■ **What to produce**:
The lines to find are those in the entries that hold the word "from"; copy every one of them.

■ **Extracted information**:
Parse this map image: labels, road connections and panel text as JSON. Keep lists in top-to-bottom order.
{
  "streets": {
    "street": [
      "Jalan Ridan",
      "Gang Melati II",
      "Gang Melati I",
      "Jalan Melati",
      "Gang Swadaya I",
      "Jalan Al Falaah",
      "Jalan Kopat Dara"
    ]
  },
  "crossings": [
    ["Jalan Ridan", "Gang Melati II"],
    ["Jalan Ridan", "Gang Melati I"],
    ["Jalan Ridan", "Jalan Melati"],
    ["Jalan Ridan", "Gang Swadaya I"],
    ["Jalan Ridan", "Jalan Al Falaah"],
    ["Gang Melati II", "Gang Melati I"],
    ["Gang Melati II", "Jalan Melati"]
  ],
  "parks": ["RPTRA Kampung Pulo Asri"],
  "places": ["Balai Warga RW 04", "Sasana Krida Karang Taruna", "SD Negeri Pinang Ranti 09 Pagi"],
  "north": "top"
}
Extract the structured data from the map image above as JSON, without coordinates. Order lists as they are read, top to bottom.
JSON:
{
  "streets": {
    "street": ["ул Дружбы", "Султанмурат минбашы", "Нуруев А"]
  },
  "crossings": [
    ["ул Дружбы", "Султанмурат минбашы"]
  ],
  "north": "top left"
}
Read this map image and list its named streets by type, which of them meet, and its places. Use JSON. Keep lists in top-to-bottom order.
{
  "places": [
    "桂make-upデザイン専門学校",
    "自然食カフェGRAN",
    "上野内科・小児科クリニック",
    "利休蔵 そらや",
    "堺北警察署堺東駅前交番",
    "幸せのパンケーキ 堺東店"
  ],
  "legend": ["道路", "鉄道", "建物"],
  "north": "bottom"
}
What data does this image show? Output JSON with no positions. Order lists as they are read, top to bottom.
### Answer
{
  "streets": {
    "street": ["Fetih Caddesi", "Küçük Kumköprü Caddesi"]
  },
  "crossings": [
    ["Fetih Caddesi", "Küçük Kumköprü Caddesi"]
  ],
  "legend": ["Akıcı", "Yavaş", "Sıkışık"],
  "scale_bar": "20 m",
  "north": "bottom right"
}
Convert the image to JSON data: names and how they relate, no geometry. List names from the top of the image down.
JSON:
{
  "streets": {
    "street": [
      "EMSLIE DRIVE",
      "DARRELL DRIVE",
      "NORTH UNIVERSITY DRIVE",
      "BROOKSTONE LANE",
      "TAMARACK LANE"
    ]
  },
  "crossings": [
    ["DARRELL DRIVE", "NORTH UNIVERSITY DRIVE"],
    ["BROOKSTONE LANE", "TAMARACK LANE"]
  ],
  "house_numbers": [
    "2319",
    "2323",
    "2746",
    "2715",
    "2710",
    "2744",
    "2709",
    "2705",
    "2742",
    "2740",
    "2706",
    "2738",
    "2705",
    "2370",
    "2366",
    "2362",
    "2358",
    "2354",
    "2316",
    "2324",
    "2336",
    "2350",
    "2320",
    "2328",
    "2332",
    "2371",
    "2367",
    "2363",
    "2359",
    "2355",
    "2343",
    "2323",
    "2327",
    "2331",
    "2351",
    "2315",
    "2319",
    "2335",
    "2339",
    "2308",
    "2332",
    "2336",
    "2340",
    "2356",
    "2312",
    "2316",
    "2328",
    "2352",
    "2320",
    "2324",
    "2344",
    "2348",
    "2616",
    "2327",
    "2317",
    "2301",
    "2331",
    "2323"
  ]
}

■ **Exercise answer**:
Extract the structured data from the map image above as JSON, without coordinates. Order lists as they are read, top to bottom.
Convert the image to JSON data: names and how they relate, no geometry. List names from the top of the image down.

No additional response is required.